Collected data:
Content starts

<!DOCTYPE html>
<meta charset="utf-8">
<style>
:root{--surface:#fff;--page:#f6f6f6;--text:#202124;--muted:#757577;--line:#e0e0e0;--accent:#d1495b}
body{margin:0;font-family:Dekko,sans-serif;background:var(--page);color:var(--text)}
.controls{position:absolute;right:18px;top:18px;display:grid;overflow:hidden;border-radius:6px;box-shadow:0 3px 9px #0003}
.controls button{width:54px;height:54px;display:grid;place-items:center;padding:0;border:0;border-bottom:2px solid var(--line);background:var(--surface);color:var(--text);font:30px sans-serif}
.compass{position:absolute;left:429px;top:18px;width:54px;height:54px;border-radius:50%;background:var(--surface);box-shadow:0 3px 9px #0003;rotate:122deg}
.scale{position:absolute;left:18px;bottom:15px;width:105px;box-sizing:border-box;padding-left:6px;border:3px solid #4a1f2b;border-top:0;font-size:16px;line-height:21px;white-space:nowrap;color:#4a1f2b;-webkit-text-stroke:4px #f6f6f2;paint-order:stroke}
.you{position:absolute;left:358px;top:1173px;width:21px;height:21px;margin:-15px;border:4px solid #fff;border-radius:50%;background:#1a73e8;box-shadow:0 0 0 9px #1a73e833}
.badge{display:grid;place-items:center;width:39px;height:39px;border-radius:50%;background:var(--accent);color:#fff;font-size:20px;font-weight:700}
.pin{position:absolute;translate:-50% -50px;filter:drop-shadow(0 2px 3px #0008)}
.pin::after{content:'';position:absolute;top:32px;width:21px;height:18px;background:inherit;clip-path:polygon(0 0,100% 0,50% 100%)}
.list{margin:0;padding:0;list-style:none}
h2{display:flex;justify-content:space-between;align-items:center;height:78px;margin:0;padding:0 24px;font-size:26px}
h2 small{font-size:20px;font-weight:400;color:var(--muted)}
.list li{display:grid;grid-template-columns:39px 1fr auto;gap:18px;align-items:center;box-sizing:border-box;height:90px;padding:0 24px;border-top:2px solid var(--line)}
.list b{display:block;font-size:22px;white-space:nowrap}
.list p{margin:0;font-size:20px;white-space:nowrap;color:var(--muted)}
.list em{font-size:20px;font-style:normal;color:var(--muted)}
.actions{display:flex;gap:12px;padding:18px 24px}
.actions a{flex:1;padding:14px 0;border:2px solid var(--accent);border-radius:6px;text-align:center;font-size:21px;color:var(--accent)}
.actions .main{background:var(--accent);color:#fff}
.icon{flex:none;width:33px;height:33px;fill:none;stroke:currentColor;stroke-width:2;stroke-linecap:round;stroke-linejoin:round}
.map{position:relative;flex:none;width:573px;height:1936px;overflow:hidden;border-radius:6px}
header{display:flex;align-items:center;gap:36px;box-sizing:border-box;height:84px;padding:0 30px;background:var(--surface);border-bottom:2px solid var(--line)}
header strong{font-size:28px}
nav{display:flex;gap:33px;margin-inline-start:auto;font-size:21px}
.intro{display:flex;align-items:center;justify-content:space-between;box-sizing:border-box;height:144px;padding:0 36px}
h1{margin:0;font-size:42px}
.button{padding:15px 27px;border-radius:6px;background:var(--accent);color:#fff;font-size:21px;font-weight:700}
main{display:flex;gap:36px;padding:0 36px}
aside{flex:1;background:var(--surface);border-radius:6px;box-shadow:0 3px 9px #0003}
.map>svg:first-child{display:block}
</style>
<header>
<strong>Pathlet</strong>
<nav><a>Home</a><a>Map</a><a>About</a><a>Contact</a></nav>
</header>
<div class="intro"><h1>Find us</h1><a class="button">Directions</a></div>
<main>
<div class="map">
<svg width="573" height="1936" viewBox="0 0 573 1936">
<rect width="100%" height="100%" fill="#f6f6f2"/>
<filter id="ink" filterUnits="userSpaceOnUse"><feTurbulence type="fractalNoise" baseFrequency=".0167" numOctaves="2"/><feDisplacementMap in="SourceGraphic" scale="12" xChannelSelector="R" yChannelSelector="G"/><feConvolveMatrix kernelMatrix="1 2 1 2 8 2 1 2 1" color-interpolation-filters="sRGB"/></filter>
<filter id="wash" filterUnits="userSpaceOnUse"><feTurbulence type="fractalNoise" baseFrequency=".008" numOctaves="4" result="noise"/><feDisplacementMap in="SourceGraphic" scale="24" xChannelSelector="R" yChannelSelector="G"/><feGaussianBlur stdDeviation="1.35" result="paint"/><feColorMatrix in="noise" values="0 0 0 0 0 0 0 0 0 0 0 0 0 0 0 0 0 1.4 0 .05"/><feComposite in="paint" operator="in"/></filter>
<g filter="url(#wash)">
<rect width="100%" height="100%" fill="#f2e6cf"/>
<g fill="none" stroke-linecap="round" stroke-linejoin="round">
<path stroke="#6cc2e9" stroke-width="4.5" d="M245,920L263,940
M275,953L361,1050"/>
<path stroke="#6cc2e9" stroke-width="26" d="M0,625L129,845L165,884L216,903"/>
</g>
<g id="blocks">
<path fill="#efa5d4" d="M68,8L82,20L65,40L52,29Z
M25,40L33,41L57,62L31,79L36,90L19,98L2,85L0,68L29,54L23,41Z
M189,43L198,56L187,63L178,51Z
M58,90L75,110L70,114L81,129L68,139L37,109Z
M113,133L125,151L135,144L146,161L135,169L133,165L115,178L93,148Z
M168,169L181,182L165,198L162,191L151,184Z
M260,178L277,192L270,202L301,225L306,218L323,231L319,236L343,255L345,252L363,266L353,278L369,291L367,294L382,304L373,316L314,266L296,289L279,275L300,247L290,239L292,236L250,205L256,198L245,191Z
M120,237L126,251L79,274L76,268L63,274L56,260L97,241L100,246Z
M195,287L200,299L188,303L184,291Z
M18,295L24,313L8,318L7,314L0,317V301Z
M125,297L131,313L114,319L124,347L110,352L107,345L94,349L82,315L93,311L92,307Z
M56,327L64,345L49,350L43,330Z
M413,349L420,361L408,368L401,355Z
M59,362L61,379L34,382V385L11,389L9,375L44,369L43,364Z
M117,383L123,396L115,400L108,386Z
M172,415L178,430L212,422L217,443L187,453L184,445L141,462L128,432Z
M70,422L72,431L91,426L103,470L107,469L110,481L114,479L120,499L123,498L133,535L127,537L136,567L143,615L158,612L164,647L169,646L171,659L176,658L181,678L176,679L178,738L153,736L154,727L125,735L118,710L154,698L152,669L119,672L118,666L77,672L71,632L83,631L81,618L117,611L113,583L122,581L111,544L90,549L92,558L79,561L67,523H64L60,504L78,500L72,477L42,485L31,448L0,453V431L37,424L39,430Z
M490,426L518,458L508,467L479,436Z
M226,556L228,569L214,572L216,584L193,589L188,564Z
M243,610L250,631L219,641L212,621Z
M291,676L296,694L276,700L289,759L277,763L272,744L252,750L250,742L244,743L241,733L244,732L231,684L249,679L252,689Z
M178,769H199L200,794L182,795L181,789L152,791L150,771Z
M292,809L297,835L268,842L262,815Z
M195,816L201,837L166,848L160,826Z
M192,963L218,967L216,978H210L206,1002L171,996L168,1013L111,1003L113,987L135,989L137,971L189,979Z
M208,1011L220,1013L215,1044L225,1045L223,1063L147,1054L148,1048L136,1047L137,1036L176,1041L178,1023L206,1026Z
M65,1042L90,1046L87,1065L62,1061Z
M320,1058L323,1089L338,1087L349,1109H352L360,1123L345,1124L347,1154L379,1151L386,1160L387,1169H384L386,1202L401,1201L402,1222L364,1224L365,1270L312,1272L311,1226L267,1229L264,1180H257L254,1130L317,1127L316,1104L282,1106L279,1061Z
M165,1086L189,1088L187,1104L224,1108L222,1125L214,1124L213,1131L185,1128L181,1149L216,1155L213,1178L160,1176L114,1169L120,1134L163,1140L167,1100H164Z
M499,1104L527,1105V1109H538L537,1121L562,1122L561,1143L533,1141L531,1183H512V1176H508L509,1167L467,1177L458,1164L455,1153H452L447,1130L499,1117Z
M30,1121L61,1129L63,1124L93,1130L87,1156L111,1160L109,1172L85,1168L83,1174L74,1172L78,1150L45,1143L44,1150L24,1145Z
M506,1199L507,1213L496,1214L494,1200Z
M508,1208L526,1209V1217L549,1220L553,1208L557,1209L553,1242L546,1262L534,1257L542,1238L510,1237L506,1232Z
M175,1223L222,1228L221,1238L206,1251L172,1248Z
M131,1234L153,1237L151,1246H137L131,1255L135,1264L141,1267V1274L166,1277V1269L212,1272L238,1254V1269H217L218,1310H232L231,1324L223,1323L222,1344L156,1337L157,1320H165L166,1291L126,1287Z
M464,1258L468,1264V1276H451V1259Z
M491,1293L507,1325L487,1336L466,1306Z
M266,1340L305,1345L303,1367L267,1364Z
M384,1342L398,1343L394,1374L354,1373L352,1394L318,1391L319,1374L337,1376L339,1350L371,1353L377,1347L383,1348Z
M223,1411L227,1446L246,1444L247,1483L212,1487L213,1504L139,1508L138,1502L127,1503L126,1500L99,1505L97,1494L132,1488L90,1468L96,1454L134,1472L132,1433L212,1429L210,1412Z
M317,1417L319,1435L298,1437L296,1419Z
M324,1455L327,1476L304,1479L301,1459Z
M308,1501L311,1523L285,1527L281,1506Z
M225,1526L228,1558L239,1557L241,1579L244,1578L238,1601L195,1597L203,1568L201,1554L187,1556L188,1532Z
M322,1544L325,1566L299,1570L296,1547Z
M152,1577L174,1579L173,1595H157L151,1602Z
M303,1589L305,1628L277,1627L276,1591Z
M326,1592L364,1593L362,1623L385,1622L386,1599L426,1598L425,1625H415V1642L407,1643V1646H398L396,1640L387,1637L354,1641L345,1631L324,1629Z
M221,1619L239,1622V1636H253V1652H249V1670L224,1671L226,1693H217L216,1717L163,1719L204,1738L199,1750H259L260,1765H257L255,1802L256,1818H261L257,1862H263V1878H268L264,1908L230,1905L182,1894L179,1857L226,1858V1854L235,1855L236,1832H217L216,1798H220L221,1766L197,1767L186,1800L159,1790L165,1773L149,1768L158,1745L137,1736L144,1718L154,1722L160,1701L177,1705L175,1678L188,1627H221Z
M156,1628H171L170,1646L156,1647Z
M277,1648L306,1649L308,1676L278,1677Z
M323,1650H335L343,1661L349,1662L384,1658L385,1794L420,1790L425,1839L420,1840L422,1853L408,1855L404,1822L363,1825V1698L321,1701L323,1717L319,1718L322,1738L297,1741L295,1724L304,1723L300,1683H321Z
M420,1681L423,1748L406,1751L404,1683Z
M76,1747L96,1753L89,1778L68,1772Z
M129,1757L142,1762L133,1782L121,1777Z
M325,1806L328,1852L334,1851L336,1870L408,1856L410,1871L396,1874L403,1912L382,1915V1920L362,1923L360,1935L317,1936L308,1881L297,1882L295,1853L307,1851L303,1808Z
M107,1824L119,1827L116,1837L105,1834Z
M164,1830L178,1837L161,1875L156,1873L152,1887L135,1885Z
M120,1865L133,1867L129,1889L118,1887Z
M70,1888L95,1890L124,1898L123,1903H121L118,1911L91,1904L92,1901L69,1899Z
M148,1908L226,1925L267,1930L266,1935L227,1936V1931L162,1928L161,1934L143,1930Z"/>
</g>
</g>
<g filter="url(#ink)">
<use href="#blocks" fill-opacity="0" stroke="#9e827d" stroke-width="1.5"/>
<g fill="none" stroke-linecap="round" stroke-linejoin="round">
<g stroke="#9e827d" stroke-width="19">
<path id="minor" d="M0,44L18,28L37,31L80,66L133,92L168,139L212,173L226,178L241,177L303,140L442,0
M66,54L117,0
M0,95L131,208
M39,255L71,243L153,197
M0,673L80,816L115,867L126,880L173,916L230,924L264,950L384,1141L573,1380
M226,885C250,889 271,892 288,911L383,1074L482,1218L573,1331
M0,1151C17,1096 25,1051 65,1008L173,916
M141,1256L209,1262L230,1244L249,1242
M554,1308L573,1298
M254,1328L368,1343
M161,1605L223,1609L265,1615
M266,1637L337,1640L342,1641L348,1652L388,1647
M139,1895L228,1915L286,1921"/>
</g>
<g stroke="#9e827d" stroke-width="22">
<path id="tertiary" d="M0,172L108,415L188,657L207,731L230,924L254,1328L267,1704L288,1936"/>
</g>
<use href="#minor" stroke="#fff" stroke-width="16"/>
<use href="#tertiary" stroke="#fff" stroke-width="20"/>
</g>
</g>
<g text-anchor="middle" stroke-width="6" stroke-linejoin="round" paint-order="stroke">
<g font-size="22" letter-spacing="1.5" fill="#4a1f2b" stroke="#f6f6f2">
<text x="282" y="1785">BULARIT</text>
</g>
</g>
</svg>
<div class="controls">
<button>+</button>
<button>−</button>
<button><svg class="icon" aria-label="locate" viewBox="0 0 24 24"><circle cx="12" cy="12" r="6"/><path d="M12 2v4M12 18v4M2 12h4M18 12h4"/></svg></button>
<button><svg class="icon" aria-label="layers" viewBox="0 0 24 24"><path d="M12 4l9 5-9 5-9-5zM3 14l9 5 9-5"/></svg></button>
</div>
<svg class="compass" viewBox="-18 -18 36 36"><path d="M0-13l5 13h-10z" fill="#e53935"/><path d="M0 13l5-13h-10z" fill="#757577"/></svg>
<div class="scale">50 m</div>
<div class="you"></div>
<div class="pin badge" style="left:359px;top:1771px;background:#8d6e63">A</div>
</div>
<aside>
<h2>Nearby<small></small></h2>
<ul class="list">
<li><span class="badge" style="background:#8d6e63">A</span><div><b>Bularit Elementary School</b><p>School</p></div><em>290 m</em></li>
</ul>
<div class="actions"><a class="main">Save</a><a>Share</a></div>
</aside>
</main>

Content ends

EXERCISE
Select every line above that contains the word "serif", and copy it.

ANSWER
body{margin:0;font-family:Dekko,sans-serif;background:var(--page);color:var(--text)}
.controls button{width:54px;height:54px;display:grid;place-items:center;padding:0;border:0;border-bottom:2px solid var(--line);background:var(--surface);color:var(--text);font:30px sans-serif}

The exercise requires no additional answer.